Category: Dating and Relationships
My boyfriend and I have been having an off-again-on-again relationship for quite some time now (i'll spare most of the details) but I've been going througha situation that I think I need some clarity on. He recently in his own way, told me that he no longer loves me anymore, (he was drinking when he said it), but when I told him that I would be more than happy to give him his space so he could go explore other options if his feelings changed, he started being extra nice to me. So now we're on this seesaw, one minute he's got an attitude with me for no reason, not wanting to touch me and when we are intimate with each other, I can tell he has the "let's just get this over with attitude" it's all in his body language, we live 2 hours away from each other and he comes to my house or i'll go to his on weekends, but I've noticed that lately he'll wait until real late to come to my house and it wasn't like that before. He used to want to clean up when I would come over that has changed and he used to couldn't wait to hurry up and get me in bed but now he'd rather just sit all scrunched up on one end of the coutch all night and watch TV. But yet, when things change when I tell him if he's not in to me anymore to just say so and we can just end this. He wants to turn back in to his old self. I do love the man and want this to work, but I'm not sure what to do. I've tried talking to him but he says there's nothing going on and I'm overthinking the situation. What do you'll think?
Baring in mind that I don't know anything about either of you, these are my thoughts. Honestly, it sounds like he's not as into the relationship as you'd like him to be and deserve someone to be but that he doesn't have the stones to be honest and tell you that. Perhaps he's afraid of hurting you. Either way, if I were in your shoes, I think I'd start preparing myself for the reality that this relationship may have played itself out as far as romance goes.
I'm pretty sure this isn't what you were hoping to hear. Hopefully, I'm wrong. Best of luck to you.
I'd agree. Sometimes no matter what we want, relationships simply die.
Best thing is to talk about it, sober.
Hard to say like poster 2 suggest.
I agree with the previous posters. Hard to say any more because I don't have enough info, but I'd advise off the top of my head that you need to tell him that you are moving on and stick to it. Could be that he's just dragging this out until he finds someone else. That's not fair to you.

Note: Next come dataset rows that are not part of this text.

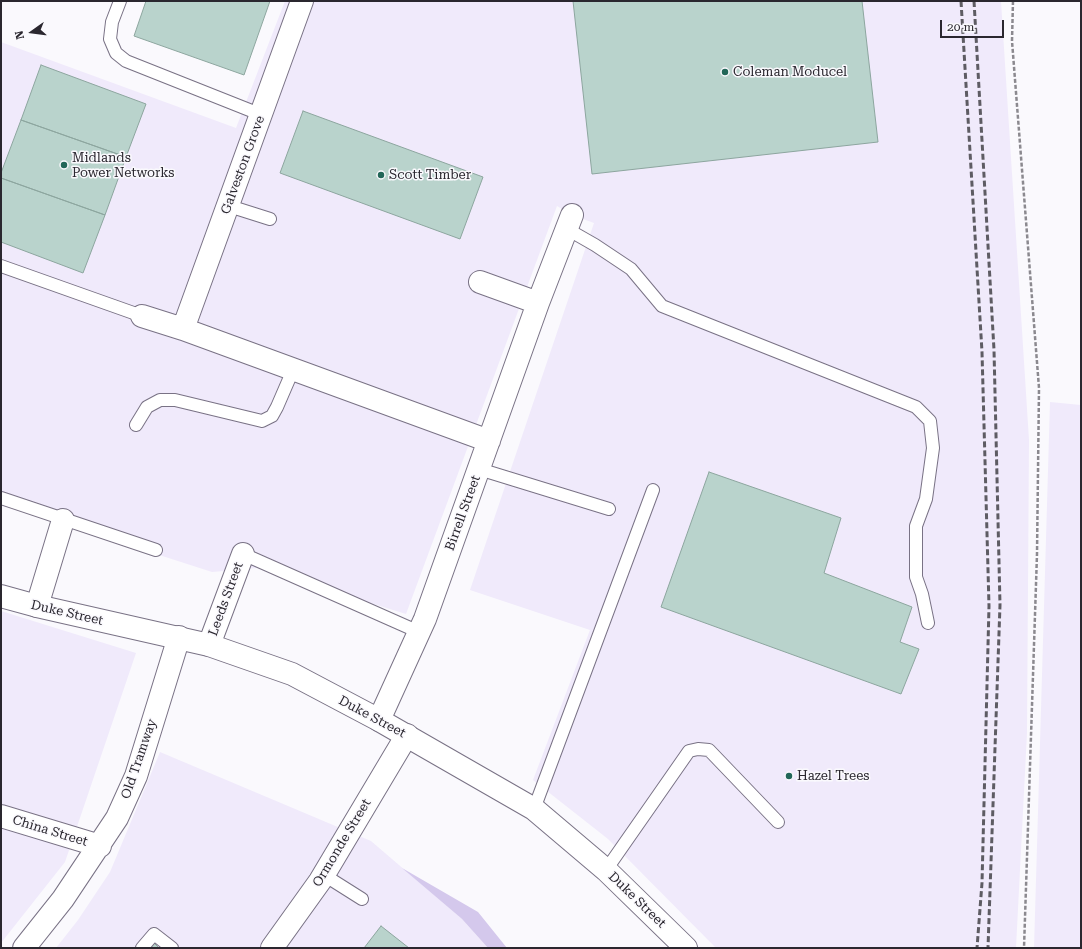 <!DOCTYPE html>
<style>
body{margin:0}
#map{position:relative;width:1082px;height:949px;overflow:hidden;background:#faf9fd;font-family:"Roboto Serif",serif}
canvas{display:block}
.frame{position:absolute;inset:0;border:2px solid #2a272f;pointer-events:none}
.north{position:absolute;left:12px;top:12px;width:40px;height:40px;-webkit-text-stroke:3px #faf9fd;paint-order:stroke;rotate:256deg;font-size:11px;font-weight:700;line-height:16px;text-align:center;color:#2a272f}
.north::after{content:'';display:block;margin:auto;width:14px;height:18px;background:#2a272f;clip-path:polygon(50% 0,100% 100%,50% 72%,0 100%)}
.scale{position:absolute;left:940px;top:20px;width:64px;height:18px;box-sizing:border-box;border:2px solid #2a272f;border-top:0;padding-left:5px;font-size:12px;line-height:14px;white-space:nowrap;color:#2a272f;-webkit-text-stroke:3px #faf9fd;paint-order:stroke}
</style>
<div id="map">
<canvas width="1082" height="949"></canvas>
<div class="frame"></div>
<div class="north">N</div>
<div class="scale">20 m</div>
</div>
<script>
const ctx = document.querySelector('canvas').getContext('2d');
ctx.lineJoin = 'round';
function fillPath(path, color) { ctx.fillStyle = color; ctx.fill(path, 'evenodd'); }
const shape = rows => new Path2D(rows.map(r => 'M' + r).join(''));
function strokePath(path, color, width, dash) { ctx.strokeStyle = color; ctx.lineWidth = width; ctx.lineCap = dash ? 'butt' : 'round'; ctx.setLineDash(dash || []); ctx.stroke(path); }
function label(font, color, halo, rows, align = 'center') {
  ctx.font = font + ' "Roboto Serif",serif'; ctx.lineWidth = 3; ctx.setLineDash([]); ctx.textBaseline = 'middle'; ctx.strokeStyle = halo; ctx.fillStyle = color; for (const [text, x, y, turn = 0] of rows) {
    ctx.save(); ctx.translate(x, y); ctx.rotate((+turn || 0) * Math.PI / 180); ctx.textAlign = isNaN(turn) ? turn : align; if (halo) ctx.strokeText(text, 0, 0); ctx.fillText(text, 0, 0); ctx.restore();
  }
}
fillPath(shape([
 [285,1,1001,1,1029,440,1027,733,1016,948,716,948,608,839,533,780,590,630,470,590,594,223,572,215,557,206,406,614,257,568,212,572,1,504,1,42,236,128],
 [1050,402,1081,405,1081,948,1034,948],
 [1,611,136,653,65,862,1,943],
 [160,752,371,841,462,919,488,948,56,948,78,920,110,872]
]), '#f0eafb');
fillPath(shape([
 [402,868,478,912,507,948,488,948,462,919]
]), '#d4c8ec');
const building = shape([
 [146,1,270,1,244,75,134,36,146,1],
 [573,1,862,1,878,142,592,174,573,1],
 [41,65,146,104,126,157,21,120,41,65],
 [303,111,483,177,460,239,280,173,303,111],
 [21,120,126,157,105,215,1,178,1,173,21,120],
 [1,178,105,215,83,273,1,242,1,178],
 [709,472,841,518,824,573,912,607,900,642,919,649,901,694,661,607,709,472],
 [381,926,409,948,364,948,381,926],
 [153,942,159,948,148,948,153,942]
]);
fillPath(building, '#b9d3cc');
strokePath(building, '#8da69f', 1);
const service = shape([
 [120,1,112,22,110,39,116,53,126,61,262,115],
 [229,206,270,219],
 [567,229,595,245,631,269,662,306,916,407,930,421,933,448,926,499,916,526,916,577,922,594,928,623],
 [1,266,142,316],
 [136,425,147,407,160,400,175,400,262,421,272,416,277,407,293,370],
 [479,469,609,509],
 [1,498,156,550],
 [243,554,419,632],
 [534,809,653,490],
 [606,870,689,751,698,749,709,750,778,822],
 [324,875,362,899],
 [142,948,154,934,172,948]
]);
const minor = shape([
 [480,282,538,303],
 [142,316,183,329,489,441],
 [183,329,302,1],
 [37,606,63,520],
 [209,645,243,554],
 [379,720,425,619,538,303,572,215],
 [1,816,100,846],
 [24,948,63,899,117,818,136,776,179,637],
 [272,948,320,881,407,735]
]);
const tertiary = shape([
 [1,596,37,606,209,645,292,674,379,720,534,809,606,870,686,948]
]);
strokePath(service, '#797285', 14);
strokePath(minor, '#797285', 24);
strokePath(tertiary, '#797285', 24);
strokePath(shape([
 [1013,1,1012,41,1039,388,1037,554,1024,948]
]), '#8b898f', 2.5, [4, 2]);
strokePath(service, '#fff', 12);
strokePath(minor, '#fff', 22);
strokePath(tertiary, '#fff', 22);
strokePath(shape([
 [961,1,982,352,989,606,982,883,977,948],
 [974,1,994,350,1000,605,988,948]
]), '#5e5c63', 3, [6, 3]);
for (const [x, y, r, color] of [
 [725,72,4,"#226658"],
 [64,165,4,"#226658"],
 [381,175,4,"#226658"],
 [789,776,4,"#226658"]
]) { const dot = new Path2D(); dot.arc(x, y, r, 0, 2 * Math.PI); ctx.fillStyle = color; ctx.fill(dot); strokePath(dot, '#faf9fd', 1.5); }
label('13px', '#2a272f', '#faf9fd', [
 ["Coleman Moducel",733,72],
 ["Midlands",72,158],
 ["Power Networks",72,173],
 ["Scott Timber",389,175],
 ["Hazel Trees",797,776]
], 'left');
label('13px', '#2a272f', '#faf9fd', [
 ["Galveston Grove",243,165,-70],
 ["Birrell Street",463,513,-70],
 ["Leeds Street",226,599,-70],
 ["Duke Street",67,613,13],
 ["Duke Street",372,717,28],
 ["Old Tramway",139,759,-71],
 ["China Street",50,831,17],
 ["Ormonde Street",342,843,-59],
 ["Duke Street",637,900,44]
]);
</script>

To quote the movie, he's just not into you. I do not mean to be flippent or unkind. When you tell him you may want out, he warms up because it bothers his ego to be dropped. Guys sometimes do think this way. I am one, so I know of what I speak. He will eventually find someone else and he will leave, ego in tact. you should not wait for that. He will never come around. Once that spark is gone, as hard as it is to accept, it's just gone. You have the choice of a sharp pain when you cut it off, or a long dragged out pain if you hang on until he gets the balls to leave. Either way, he will blame you, so be ready for that. Breaking up is a bitch, but you owe it to yourself to be free to move on.
I do want to add one note of caution here.
A little of what you've described could be down to nothing more or less than the relationship maturing. Sometimes people settle in a bit. They do a little less because they don't feel like they have to do 100% of their very best at all times. This, in and of itself, is natural enough, though if it's something that's bothering you, then yes, it would behoove you to speak to him about it. I am mentioning it here because sometimes a little of the spark settles down once a relationship has gone through its first tests. On one level it means that whoever's doing the settling has begun to take the relationship for granted, and I'd argue that this can be a good thing.
But that's the operative word. Can. It doesn't mean that it is.
I'm offering this note of caution only because I think it's very easy for any of us to offer advice, but very difficult for us to contextualize that advice properly without knowing more than what you've said here. I don't for a second believe that you'd deliberately twist the facts, or bend them to suit you better, since you'd only be getting support based on fraudulent perception, but a relationship can almost never be summed up entirely by one person or the other within it.
All that being said, I do think that the previous posters have a serious point, and that a deep bit of soul-searching, conversation or both is in your future. If you are not feeling respected anymore, if you've begun to feel like a partner only insofar as it satisfies your boyfriend's expectation of having one...if, in other words, you're feeling less like a person he loves and more like a checked box on one of life's pages, then he needs to know, and you need to put your foot down. Because in the long term, no one deserves to feel that way.
I can add nothing new, but my support for the things which have already been said. It takes two to make a relationship work, and it takes communication and a desire to improve to combat complacency if complacency there is.
And tell him to make up his mind and stop playing games. Either he's committed to making the relationship work, or he isn't. You deserve better if he's both too scared to let you go, and unwilling to even show you he loves you anymore.
Though Shepherd Wolf has a point, this doesn't sound like that. Relationships must be satisfying for both people, not just one. Usually if it is just a relationship growing comfortable, it becomes comfortable for both, not just one.
I agree with the post before mine.
Also, this has been on and off for a while. The couple don't even live together.
Doesn't sound much like a marriage to me.
I'd say it was time to end it, and move on.
Maybe in the future, things will change. This happens sometimes, but for now, it just doesn't sound like something I'd call a union.
My opinion is only based on the facts at hand.